→ **Task prompt**:
Of all the lines in the records below, copy only those that contain the string "lineWidth".

→ **Available data**:
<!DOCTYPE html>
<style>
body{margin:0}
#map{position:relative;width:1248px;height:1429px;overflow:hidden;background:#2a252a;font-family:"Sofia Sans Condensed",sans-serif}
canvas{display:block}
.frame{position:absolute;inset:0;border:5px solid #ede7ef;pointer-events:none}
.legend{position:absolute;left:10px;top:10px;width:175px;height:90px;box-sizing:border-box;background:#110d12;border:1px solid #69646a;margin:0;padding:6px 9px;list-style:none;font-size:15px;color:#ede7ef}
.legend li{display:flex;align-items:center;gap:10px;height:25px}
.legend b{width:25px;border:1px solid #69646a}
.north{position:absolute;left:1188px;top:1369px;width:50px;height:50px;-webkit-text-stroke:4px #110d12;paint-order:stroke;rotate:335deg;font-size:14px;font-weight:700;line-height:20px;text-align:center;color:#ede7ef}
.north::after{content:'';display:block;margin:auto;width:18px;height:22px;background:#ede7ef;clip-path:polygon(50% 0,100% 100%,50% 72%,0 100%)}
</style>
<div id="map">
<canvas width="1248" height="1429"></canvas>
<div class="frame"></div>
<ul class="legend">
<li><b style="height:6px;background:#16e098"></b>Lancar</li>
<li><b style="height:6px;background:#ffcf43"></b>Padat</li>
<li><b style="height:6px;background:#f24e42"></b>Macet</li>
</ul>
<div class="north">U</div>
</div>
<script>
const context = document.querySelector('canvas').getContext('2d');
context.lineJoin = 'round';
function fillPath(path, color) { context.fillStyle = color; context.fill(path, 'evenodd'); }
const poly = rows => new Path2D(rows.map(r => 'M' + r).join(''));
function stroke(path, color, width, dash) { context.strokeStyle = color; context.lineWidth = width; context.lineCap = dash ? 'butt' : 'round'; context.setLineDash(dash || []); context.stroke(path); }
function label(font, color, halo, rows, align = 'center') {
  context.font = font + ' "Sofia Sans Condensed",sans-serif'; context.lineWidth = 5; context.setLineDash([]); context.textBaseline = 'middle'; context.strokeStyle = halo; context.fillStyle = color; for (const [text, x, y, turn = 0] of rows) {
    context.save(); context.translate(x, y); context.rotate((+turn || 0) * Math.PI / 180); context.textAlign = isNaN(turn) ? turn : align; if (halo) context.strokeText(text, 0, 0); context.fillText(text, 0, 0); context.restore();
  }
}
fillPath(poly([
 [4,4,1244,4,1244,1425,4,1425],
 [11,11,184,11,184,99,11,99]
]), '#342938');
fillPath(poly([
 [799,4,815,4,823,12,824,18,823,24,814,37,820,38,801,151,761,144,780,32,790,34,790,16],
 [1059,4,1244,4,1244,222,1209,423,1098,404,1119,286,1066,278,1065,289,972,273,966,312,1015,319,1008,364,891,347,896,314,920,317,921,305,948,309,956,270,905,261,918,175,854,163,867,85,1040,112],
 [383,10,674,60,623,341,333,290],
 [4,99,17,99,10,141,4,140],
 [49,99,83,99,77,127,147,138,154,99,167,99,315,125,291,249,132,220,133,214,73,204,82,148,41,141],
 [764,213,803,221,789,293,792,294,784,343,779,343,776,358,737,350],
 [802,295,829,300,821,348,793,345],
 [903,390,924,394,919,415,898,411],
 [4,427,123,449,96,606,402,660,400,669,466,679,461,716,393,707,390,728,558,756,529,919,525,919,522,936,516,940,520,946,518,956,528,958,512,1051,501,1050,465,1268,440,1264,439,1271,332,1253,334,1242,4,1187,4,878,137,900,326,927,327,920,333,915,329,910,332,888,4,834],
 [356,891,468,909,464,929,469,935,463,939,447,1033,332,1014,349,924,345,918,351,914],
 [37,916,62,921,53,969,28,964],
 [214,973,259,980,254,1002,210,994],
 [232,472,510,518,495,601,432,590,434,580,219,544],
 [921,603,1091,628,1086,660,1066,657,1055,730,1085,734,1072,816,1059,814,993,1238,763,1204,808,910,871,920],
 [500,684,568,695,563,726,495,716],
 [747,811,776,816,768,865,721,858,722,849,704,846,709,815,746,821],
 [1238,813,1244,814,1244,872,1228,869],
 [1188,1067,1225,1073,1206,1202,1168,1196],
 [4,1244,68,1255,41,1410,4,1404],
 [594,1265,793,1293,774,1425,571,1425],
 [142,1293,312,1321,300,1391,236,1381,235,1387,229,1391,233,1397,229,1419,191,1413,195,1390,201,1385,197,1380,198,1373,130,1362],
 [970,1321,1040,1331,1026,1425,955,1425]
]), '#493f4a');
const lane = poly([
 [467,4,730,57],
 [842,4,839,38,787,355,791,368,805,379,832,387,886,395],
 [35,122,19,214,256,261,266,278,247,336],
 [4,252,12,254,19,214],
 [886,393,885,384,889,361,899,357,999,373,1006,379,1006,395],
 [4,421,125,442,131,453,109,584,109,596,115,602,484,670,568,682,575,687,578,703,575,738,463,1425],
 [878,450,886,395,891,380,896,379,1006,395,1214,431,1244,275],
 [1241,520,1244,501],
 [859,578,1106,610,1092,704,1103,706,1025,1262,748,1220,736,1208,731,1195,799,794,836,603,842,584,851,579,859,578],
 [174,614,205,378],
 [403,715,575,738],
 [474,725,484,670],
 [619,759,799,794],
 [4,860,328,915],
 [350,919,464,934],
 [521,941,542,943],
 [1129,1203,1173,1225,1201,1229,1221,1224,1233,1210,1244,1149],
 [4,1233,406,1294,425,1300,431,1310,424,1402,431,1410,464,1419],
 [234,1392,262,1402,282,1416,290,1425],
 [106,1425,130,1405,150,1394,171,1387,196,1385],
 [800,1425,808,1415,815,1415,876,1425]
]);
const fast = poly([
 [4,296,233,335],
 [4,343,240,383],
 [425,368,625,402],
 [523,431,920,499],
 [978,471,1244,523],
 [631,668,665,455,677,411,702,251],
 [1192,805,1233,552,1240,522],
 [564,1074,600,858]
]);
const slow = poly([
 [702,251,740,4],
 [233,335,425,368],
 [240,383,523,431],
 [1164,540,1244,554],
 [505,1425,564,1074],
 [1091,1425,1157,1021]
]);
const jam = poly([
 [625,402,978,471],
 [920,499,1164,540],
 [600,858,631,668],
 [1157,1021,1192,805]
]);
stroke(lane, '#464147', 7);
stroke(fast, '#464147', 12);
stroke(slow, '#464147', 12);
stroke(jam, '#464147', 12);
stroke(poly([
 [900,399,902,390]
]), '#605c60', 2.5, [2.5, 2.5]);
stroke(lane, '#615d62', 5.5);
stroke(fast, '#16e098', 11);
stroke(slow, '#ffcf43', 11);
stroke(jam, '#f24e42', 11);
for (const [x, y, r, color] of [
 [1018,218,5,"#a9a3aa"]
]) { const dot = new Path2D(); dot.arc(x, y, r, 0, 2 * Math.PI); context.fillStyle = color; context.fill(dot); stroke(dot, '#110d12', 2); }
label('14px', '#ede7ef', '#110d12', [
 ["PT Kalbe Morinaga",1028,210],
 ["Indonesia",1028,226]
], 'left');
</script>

→ **Solution for this exercise**:
function stroke(path, color, width, dash) { context.strokeStyle = color; context.lineWidth = width; context.lineCap = dash ? 'butt' : 'round'; context.setLineDash(dash || []); context.stroke(path); }
  context.font = font + ' "Sofia Sans Condensed",sans-serif'; context.lineWidth = 5; context.setLineDash([]); context.textBaseline = 'middle'; context.strokeStyle = halo; context.fillStyle = color; for (const [text, x, y, turn = 0] of rows) {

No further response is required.